Always delete user accounts, of employees or others who once had access to your site’s dashboard, but because of separation from the organization/family/circle of friends, should no longer have such access. Though site compromises are often thought of as being perpetrated by strangers, disgruntled members or former members of your organization, family, or circle of friends can also compromise a site, often w/even more disastrous results than a stranger because they know their way around. Change passwords of any accounts you cannot delete, i.e., the hosting control panel, the database, &/or your dashboard password if there’s any reason to believe the person who’s left your organization, family, or friendship circle had, or may have had, access to them. This can often be hard for a small organization where leadership is somewhat fluid, i.e., a church where board members/administration changes often, but 5 minutes spent changing passwords is far better than many hours spent reconstructing a website that’s been completely destroyed by a knowledgeable person w/criminal intent & insider privileges. Even if you’re positive the person who separated wouldn’t do such a thing, change the passwords anyway. You’re likely right that they wouldn’t, but the truth is you never know. Just change them! & if you’re not sure whether the person who left knew your important passwords, just change them!
- If your CMS permits editing of files on the site itself, disable that functionality if at all possible. In WordPress, for example, just above the line that says “stop editing, happy blogging, type the line: define( ‘DISALLOW_FILE_EDIT’, true ); This way, if criminals do manage to get administrative privileges, they cannot edit the site files directly. Be aware, however, that some themes & plugins require the file editing functionality to be enabled in order to work. You can simply delete the line if something on your site breaks.
Lastly, don’t forget to back up! While this technically does not per se prevent a site compromise, it makes recovering from one a whole lot easier. If you use a CMS, the parts which should be backed up are:
- User-generated content, i.e., pictures, documents, & audio/video files you’ve uploaded;
- Purchased software such as plugins/modules/themes;
- Your database.
There are many plugins/modules to help w/this, & your hosting provider’s control panel may have facilities for doing this as well. How often you back up your site is up to you. Sites w/more content will likely need to back up more often than sites that have very little.

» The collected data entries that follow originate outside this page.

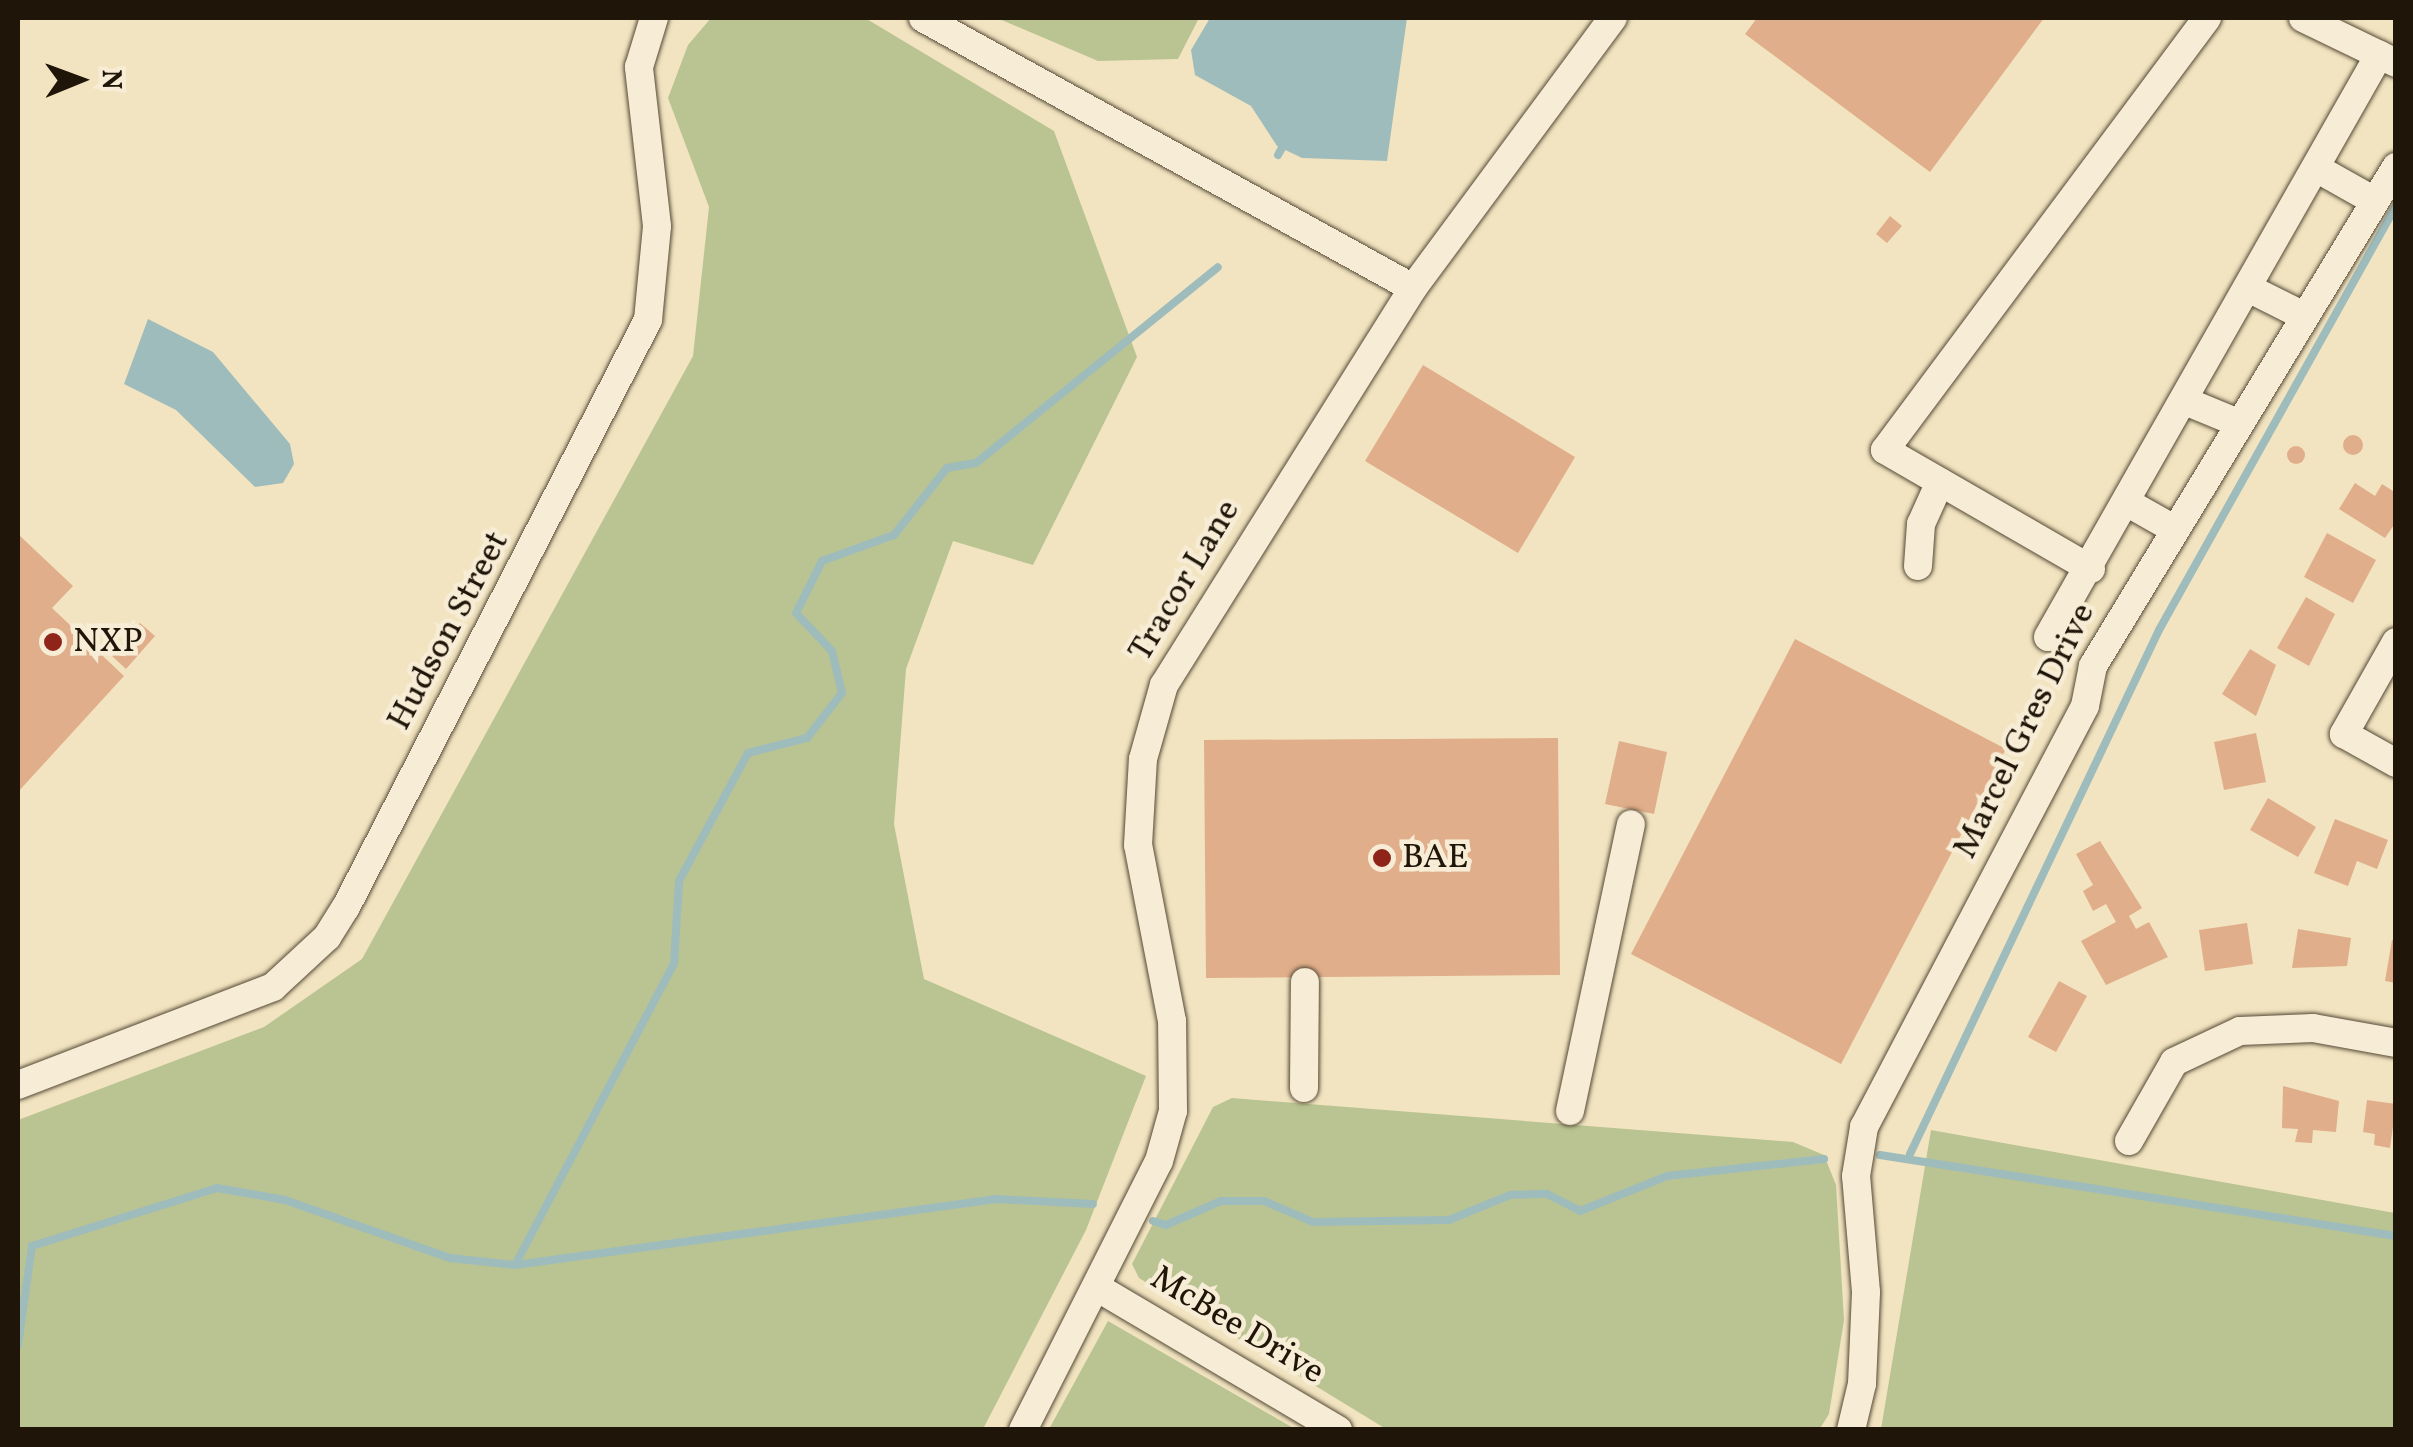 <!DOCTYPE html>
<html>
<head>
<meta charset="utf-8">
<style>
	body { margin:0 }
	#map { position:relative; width:2413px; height:1447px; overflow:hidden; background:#f2e4c0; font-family:Vollkorn,serif }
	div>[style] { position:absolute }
	.green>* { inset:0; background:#bac492 }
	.water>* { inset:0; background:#9fbcbc }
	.stream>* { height:8px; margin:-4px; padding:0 4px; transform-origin:4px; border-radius:4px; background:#9fbcbc }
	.building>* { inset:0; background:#e0ae8a }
	.round { border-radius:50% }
	.roads { filter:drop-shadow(0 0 2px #544936) drop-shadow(0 0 2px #544936) }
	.minor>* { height:28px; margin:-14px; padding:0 14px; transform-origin:14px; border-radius:14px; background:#f7edd6 }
	.dots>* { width:28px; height:28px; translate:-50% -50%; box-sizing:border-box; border:5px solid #f7edd6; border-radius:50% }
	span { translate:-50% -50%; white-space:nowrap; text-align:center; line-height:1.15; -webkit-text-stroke:9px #f7edd6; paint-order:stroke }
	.street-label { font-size:35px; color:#1f1508 }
	.poi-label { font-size:35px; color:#1f1508 }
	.left { translate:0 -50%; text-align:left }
	.frame { position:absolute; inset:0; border:20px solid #1f1508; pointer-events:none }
	.north { position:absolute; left:30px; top:30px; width:100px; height:100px; -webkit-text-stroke:8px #f7edd6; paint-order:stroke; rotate:89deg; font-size:28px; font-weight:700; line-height:40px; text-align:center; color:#1f1508 }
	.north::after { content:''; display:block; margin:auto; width:35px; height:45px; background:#1f1508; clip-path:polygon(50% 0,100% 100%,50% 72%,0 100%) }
</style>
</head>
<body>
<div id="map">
	<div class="green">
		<i style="clip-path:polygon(711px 18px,865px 18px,1054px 131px,1137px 357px,1033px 565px,953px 541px,906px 669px,894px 824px,924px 979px,1146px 1076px,1086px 1230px,983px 1429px,18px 1429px,18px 1120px,264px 1027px,362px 959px,693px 356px,709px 207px,668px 98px,688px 45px)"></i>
		<i style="clip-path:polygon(997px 18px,1199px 18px,1178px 59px,1098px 61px)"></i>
		<i style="clip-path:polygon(1232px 1098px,1793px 1142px,1824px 1155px,1836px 1185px,1844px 1320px,1829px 1414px,1819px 1430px,1386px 1429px,1139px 1278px,1132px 1264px,1213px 1107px)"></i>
		<i style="clip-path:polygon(1931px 1130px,2395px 1213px,2395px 1429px,1881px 1429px)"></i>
		<i style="clip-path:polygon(1108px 1321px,1295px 1429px,1049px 1429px)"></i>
	</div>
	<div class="water">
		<i style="clip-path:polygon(1210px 18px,1407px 18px,1387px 161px,1302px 158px,1277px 146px,1251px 106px,1195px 75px,1191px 50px)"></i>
		<i style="clip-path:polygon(148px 319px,213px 352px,290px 444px,294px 464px,283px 483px,255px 487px,176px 410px,124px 384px)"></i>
	</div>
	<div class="stream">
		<i style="left:1278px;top:155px;width:18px;rotate:-61deg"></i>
		<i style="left:1910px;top:1154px;width:580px;rotate:-64.58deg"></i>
		<i style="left:2159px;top:630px;width:486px;rotate:-60.8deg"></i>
		<i style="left:1880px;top:1155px;width:522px;rotate:8.92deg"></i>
		<i style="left:1153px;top:1221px;width:14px;rotate:17deg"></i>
		<i style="left:1166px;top:1225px;width:60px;rotate:-23.6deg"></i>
		<i style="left:1221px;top:1201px;width:43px"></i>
		<i style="left:1264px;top:1201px;width:53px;rotate:23.2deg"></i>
		<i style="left:1313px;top:1222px;width:136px;rotate:-0.8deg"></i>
		<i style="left:1449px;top:1220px;width:66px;rotate:-22.3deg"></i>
		<i style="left:1510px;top:1195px;width:37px;rotate:-2deg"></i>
		<i style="left:1547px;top:1194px;width:37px;rotate:27deg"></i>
		<i style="left:1580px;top:1211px;width:94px;rotate:-21.9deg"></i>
		<i style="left:1667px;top:1176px;width:158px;rotate:-6.2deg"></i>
		<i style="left:515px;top:1265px;width:341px;rotate:-62.2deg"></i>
		<i style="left:674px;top:963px;width:82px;rotate:-86.5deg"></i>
		<i style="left:679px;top:881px;width:145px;rotate:-61.7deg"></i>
		<i style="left:748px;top:753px;width:61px;rotate:-14.3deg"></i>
		<i style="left:807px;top:738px;width:57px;rotate:-52.1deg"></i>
		<i style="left:842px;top:693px;width:43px;rotate:-103.4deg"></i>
		<i style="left:832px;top:651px;width:52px;rotate:-133.5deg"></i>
		<i style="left:796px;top:613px;width:58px;rotate:-63.4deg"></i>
		<i style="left:822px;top:561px;width:77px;rotate:-19.9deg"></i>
		<i style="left:894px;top:535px;width:85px;rotate:-51.7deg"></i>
		<i style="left:947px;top:468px;width:29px;rotate:-10deg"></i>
		<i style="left:976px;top:463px;width:311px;rotate:-39deg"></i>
		<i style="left:18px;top:1345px;width:100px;rotate:-82deg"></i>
		<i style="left:32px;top:1246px;width:194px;rotate:-17.4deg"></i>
		<i style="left:217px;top:1188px;width:69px;rotate:10deg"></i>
		<i style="left:285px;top:1200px;width:175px;rotate:19.4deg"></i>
		<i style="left:450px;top:1258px;width:65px;rotate:6.1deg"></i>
		<i style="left:515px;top:1265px;width:486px;rotate:-7.8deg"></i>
		<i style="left:996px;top:1199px;width:97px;rotate:3deg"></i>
	</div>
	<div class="building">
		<i style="clip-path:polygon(1757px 18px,2044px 18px,1930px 172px,1745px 34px)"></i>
		<i style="clip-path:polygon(1890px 216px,1902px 226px,1887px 243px,1876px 234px)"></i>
		<i style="clip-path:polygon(1423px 365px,1575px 457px,1518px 553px,1365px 461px)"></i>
		<i class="round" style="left:2343px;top:435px;width:20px;height:20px"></i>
		<i class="round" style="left:2287px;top:446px;width:18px;height:18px"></i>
		<i style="clip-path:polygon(2355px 483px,2375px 496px,2382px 484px,2396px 493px,2396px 522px,2385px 538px,2339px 509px)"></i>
		<i style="clip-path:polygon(2327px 533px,2376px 560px,2353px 603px,2304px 577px)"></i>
		<i style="clip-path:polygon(18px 534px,73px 586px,52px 608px,124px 676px,18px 792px)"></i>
		<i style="clip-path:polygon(2306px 597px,2335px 614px,2309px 666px,2277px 648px)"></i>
		<i style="clip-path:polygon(140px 623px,155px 636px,126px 669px,112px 656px)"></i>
		<i style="clip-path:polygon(1795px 639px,2006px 749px,1841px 1064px,1631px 954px)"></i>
		<i style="clip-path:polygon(2250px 649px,2276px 665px,2256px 716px,2222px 694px)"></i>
		<i style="clip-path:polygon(2256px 733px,2266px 782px,2224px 790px,2214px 742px)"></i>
		<i style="clip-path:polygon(1558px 738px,1560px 975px,1206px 978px,1204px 740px)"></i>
		<i style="clip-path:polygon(1619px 741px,1667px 752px,1654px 814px,1605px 804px)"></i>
		<i style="clip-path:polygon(2268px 798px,2316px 827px,2298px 857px,2250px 830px)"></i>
		<i style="clip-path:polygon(2335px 819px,2388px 840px,2377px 869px,2357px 861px,2348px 886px,2314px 873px)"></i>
		<i style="clip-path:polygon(2100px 841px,2142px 908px,2129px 916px,2136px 929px,2149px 922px,2168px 957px,2106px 985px,2081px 941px,2116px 922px,2106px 904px,2093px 911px,2083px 891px,2093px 885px,2076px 854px)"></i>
		<i style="clip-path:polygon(2247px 923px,2253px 964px,2205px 971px,2199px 930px)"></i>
		<i style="clip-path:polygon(2298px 929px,2351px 938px,2347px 966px,2292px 968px)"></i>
		<i style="clip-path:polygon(2392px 940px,2396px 941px,2396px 983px,2385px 981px)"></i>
		<i style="clip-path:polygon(2059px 981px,2087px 996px,2056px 1052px,2028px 1037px)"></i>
		<i style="clip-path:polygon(2283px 1086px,2339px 1101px,2336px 1132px,2313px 1130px,2312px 1143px,2295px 1142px,2298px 1129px,2282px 1128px)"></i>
		<i style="clip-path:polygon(2367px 1100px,2396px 1104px,2390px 1148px,2374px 1145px,2375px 1134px,2363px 1132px)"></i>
	</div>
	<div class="roads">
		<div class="minor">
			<i style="left:923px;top:18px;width:559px;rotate:28.86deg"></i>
			<i style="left:2303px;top:18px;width:103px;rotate:25.8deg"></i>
			<i style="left:2316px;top:168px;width:63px;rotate:29.4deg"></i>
			<i style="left:2248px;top:288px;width:60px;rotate:26.6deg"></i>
			<i style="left:2185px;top:401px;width:57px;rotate:22.5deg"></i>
			<i style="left:2128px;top:503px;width:53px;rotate:29.5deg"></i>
			<i style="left:1918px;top:566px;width:42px;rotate:-85.9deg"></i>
			<i style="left:1921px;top:524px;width:46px;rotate:-65.7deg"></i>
			<i style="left:2091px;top:569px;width:238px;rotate:-150deg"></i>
			<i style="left:1885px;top:450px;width:539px;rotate:-53.3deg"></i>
			<i style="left:2048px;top:637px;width:670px;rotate:-60.37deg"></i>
			<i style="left:2396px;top:642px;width:106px;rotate:119.5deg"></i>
			<i style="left:2344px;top:734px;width:60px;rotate:29.1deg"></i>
			<i style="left:18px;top:1085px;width:273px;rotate:-21deg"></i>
			<i style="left:273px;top:987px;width:74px;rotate:-42.8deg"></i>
			<i style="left:327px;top:937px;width:36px;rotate:-58deg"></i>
			<i style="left:346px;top:907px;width:660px;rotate:-62.78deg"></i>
			<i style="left:648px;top:320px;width:94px;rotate:-84.5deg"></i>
			<i style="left:657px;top:226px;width:160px;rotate:-96.5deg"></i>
			<i style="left:639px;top:67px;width:51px;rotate:-73deg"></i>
			<i style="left:1304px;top:1088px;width:106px;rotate:-89.5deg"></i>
			<i style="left:1570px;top:1111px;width:293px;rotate:-78deg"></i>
			<i style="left:2129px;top:1141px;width:91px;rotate:-60.3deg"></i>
			<i style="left:2174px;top:1062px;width:73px;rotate:-25.2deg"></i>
			<i style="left:2240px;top:1031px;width:73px;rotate:-2.4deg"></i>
			<i style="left:2313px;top:1028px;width:84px;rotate:10.2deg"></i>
			<i style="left:1098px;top:1288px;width:279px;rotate:30.6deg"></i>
			<i style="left:1023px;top:1430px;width:301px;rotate:-63.2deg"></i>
			<i style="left:1159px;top:1161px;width:52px;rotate:-74.4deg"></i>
			<i style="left:1173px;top:1111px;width:90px;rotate:-90.6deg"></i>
			<i style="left:1172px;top:1021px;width:179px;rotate:-100.9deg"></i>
			<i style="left:1138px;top:845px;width:86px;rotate:-86.7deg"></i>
			<i style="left:1143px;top:759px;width:77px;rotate:-74.2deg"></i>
			<i style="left:1164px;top:685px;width:469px;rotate:-57.9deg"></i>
			<i style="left:1413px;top:288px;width:336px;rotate:-53.5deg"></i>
			<i style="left:1851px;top:1430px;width:47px;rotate:-76.6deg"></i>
			<i style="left:1862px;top:1384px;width:92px;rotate:-87.5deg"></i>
			<i style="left:1866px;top:1292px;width:116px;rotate:-94.9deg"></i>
			<i style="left:1856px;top:1176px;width:50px;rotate:-80.7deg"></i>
			<i style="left:1864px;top:1127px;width:475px;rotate:-62.3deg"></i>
			<i style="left:2085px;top:706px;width:41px;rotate:-78.7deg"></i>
			<i style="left:2093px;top:666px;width:584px;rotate:-58.73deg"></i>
		</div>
	</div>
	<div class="dots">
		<i style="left:53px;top:642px;background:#8f2418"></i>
		<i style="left:1382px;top:858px;background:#8f2418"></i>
	</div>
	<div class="street-label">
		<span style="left:1185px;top:581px;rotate:-59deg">Tracor Lane</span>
		<span style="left:449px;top:631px;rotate:-62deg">Hudson Street</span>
		<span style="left:2025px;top:731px;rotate:-64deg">Marcel Gres Drive</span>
		<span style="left:1237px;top:1326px;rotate:31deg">McBee Drive</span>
	</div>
	<div class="poi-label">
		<span class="left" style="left:73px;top:642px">NXP</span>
		<span class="left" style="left:1402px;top:858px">BAE</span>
	</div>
	<div class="frame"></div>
	<div class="north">N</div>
</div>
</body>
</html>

In this article, we briefly looked at:
- The definition of a site compromise (hack);
- Why cybercriminals wish to compromise your site;
- Methods hackers use to gain control of your site;
- How to prevent a site compromise
In the next part, we’ll go through the steps necessary to repair & reclaim your site. That is, we’ll fix any damage the criminals have caused to your website, & we’ll fully return control of the site back to you, the rightful owner. Then, by implementing the recommendations you’ve learned here, you’ll go a very long way toward keeping the bad guys out for good. Most burglars, when breaking into a house, want “easy pickins”. If all the windows & doors are locked & dead bolted, they’ll probably just move on & go elsewhere. The same applies to compromising your site. Indeed, many compromises are done, in whole or in part, not by humans at all, but by bots. If the bot’s algorithm detects that everything it has in its arsenal is being thwarted, it’ll move on to greener pastures.